って、一生懸命に杖を振ってるんだけど、ゾンビには呪文きかないと思う!しかもその杖、ドクロのやつだし!(頭にはカボチャ被ってるし!)

ゾンビさんたちも車椅子のおばあちゃんに噛み付くわけにもいかないから(てんかん発作でも起こされたらゾンビより怖い!)、すぐ逃げてしまうので、母は

「私はゾンビより怖いんだから!」

と超ゴキゲンだった。

百均の仮装グッズはどれも役に立たなかった(シールは貼れなかったし血糊は肌荒れしたからやめた)のだけど、ドクロの杖だけは使ってもらえた。

結局、USJを出たのは7時だった。そういえば私たちは賭けをしていて、母が6時までがんばれたら私が3万円払うはずだった。母は「しんどい」とか「帰りたい」とか「お尻が痛い」とか、一言も愚痴らなかった。

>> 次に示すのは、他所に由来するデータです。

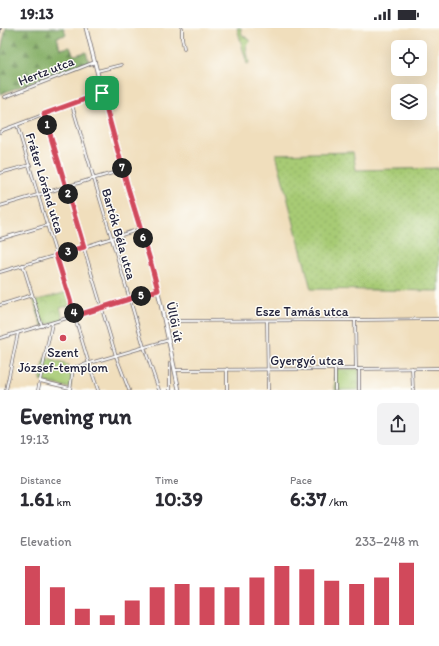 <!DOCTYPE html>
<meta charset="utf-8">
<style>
:root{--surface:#fff;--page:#f2f2f3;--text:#2b2b33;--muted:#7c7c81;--accent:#d1495b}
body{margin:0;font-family:Itim,sans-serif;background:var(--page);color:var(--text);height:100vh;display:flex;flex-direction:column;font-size:15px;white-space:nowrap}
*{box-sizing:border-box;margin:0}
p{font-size:13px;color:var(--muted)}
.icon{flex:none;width:22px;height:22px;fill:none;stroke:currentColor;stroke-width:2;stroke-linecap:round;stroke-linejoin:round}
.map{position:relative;height:362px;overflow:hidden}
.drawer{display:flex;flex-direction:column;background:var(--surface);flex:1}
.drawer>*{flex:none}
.tools{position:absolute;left:391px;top:12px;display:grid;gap:8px}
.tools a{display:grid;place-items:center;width:36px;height:36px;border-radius:6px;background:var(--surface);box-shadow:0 4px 16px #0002;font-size:20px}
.pin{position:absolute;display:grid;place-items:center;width:34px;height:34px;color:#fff;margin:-17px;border-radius:8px;box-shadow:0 2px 6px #0006}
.km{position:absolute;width:20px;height:20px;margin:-10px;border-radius:50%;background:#222;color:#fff;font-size:11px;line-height:20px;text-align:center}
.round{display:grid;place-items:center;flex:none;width:42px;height:42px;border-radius:6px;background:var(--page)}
.summary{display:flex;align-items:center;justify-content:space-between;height:68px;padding:0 20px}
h1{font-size:22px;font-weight:700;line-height:30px}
.figures{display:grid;grid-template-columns:repeat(3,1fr);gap:6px;height:68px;padding:4px 20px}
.figures div{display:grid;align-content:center}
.figures b{font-size:20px;font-weight:700}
.figures small{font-size:11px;font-weight:400}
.figures p{font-size:11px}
.chart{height:112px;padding:8px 20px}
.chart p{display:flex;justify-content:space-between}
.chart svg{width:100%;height:72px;margin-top:4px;stroke:var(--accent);stroke-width:6}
.status{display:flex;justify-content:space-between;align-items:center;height:28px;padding:0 20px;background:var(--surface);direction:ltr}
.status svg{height:11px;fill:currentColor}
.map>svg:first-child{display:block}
.grass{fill:url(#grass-dots);stroke:#647658}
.forest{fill:url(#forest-firs);stroke:#546850}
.park{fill:url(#park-crowns);stroke:#647658}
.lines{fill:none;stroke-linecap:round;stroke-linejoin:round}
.street-casing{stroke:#6a6468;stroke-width:3.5}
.secondary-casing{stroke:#6a6468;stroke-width:4.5}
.street{stroke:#fff;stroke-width:2}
.secondary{stroke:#fff;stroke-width:3}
.rail{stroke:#22223b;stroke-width:1}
.route-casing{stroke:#fff;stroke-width:8}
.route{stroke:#d1495b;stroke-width:5}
.poi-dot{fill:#d1495b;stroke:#fdfcf7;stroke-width:1.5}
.labels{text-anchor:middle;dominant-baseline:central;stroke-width:3;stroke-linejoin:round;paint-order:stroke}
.street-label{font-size:13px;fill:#22223b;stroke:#fdfcf7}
.poi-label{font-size:13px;fill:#22223b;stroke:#fdfcf7}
</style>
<div class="status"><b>19:13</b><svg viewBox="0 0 49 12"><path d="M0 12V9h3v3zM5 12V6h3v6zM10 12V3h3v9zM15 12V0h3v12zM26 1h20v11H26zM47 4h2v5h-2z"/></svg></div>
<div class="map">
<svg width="439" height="362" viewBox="0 0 439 362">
<defs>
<pattern id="grass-dots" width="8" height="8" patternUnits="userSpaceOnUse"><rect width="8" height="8" fill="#a7cb75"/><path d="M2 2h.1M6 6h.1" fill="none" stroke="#8fae66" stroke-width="1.8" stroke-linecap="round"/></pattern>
<pattern id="forest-firs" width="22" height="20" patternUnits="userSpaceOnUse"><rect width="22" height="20" fill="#85af66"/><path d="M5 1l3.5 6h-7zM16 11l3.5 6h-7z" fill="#6c8e55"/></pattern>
<pattern id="park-crowns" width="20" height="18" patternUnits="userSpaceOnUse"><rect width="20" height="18" fill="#a7cb75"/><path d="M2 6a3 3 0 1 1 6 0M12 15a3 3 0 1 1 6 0" fill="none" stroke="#8fae66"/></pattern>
</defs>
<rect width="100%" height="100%" fill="#fdfcf7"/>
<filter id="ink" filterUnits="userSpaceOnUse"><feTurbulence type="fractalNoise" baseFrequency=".025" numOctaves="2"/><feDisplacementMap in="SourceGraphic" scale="8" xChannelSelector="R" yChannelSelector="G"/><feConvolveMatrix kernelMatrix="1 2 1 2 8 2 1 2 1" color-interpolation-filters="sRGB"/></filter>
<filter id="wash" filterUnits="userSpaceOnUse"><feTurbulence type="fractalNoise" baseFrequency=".012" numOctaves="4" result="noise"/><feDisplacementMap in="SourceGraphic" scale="16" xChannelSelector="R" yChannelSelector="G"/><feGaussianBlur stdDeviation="0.9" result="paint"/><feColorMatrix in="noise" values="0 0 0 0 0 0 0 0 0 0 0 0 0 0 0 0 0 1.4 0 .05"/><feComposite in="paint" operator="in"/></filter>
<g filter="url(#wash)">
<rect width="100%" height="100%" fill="#f0debc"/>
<g class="grass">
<polygon points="237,0 241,0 242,7 250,12 250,14 246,18 249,35 247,36"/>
<polygon points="353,124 356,142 439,140 439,263 311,261 276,126"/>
</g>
<polygon class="forest" points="6,0 64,0 66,7 57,9 60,21 70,19 73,26 75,27 86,24 89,33 0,66 0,27"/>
<g class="park">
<polygon points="68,264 72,277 60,280 64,292 42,298 34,273"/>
<polygon points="45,330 68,337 67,343 73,341 70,360 40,353"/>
<rect x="335" y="341" width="24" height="21"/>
</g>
</g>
<g filter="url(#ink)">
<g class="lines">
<defs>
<g id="street">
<polyline points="182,0 182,10 184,20"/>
<polyline points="97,43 121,37"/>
<polyline points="5,69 95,34"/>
<polyline points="72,77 144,319 159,362"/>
<polyline points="44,86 116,328 129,362"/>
<polyline points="17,97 89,336 98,362"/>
<polyline points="0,104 3,102 102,65"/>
<polyline points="0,145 30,137"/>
<polyline points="0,178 123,142"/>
<polyline points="0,211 48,197"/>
<polyline points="23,237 42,298"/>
<polyline points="0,244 84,219 140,201"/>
<polyline points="0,277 32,267"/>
<polyline points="355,292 356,341"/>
<polyline points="165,293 355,292 439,291"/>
<polyline points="267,293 268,362"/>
<polyline points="0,310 158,263"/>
<polyline points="170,335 170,362"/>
<polyline points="412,340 413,362"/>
<polyline points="227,341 227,362"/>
<polyline points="335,341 335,362"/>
<polyline points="359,341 359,362"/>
<polyline points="175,342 356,341 439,340"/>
<polyline points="40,353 70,360"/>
<polyline points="6,362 18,305"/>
<polyline points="38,362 52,295"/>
<polyline points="70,362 73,340 169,312"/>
</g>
<polyline id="secondary" points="86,0 106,79 128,160 150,232 158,263 179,362"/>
</defs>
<use href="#street" class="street-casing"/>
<use href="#secondary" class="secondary-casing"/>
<use href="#street" class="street"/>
<use href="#secondary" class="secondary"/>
<polyline class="rail" points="0,5 1,0"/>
</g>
</g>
<g class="lines" filter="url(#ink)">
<defs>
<polygon id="route" points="102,65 128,160 150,232 158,262 75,288 56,227 84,219 44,86"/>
</defs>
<use href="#route" class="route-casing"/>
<use href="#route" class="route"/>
</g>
<circle class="poi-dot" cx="63" cy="310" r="4"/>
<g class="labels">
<g class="street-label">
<text transform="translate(46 43) rotate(-21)">Hertz utca</text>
<text transform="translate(45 155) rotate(73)">Fráter Lóránd utca</text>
<text transform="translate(119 206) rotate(74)">Bartók Béla utca</text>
<text x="302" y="283">Esze Tamás utca</text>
<text transform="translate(175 294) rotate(78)">Üllői út</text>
<text x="307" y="332">Gyergyó utca</text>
</g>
<g class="poi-label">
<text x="63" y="324">Szent<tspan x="63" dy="15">József-templom</tspan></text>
</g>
</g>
</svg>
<div class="tools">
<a><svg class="icon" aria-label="locate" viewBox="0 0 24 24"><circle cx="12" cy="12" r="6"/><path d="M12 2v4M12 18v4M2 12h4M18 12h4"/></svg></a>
<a><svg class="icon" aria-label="layers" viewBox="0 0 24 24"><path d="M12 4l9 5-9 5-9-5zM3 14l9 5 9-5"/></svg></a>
</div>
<div class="pin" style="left:102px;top:65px;background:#1e9e55"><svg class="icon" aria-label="arrive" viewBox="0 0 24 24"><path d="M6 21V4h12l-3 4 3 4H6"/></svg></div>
<b class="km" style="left:47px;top:97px">1</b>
<b class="km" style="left:68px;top:166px">2</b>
<b class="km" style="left:68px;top:224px">3</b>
<b class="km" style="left:74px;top:285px">4</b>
<b class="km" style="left:141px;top:268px">5</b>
<b class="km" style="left:143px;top:210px">6</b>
<b class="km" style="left:122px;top:140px">7</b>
</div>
<section class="drawer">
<div class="summary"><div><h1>Evening run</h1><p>19:13</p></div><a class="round"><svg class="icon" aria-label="share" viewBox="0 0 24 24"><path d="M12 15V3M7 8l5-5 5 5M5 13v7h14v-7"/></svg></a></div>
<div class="figures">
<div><p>Distance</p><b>1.61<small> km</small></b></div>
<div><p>Time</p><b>10:39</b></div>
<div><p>Pace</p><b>6:37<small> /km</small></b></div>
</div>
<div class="chart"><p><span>Elevation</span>233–248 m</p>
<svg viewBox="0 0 160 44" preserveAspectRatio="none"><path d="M5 44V8M15 44V21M25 44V34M35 44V38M45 44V29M55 44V21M65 44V19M75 44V21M85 44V21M95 44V15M105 44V8M115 44V10M125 44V17M135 44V19M145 44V15M155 44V6"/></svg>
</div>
</section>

ゾンビに会えたのが嬉しくて、楽しくて、それどころじゃなかったのだ。
「あんたも車の運転を頑張ったから、3万円はチャラにしてあげるわ!」
あ、ありがとう…。
「ウィーンに負けないくらい楽しかったね!」
えええ・・・それはちょっと・・・
ウィーンが軽くなるからやめて・・・。

なんにしろ楽しくて、良かった良かった。
70才でも、車椅子の要介護でも、ハロウィンは楽しんでいいのだ。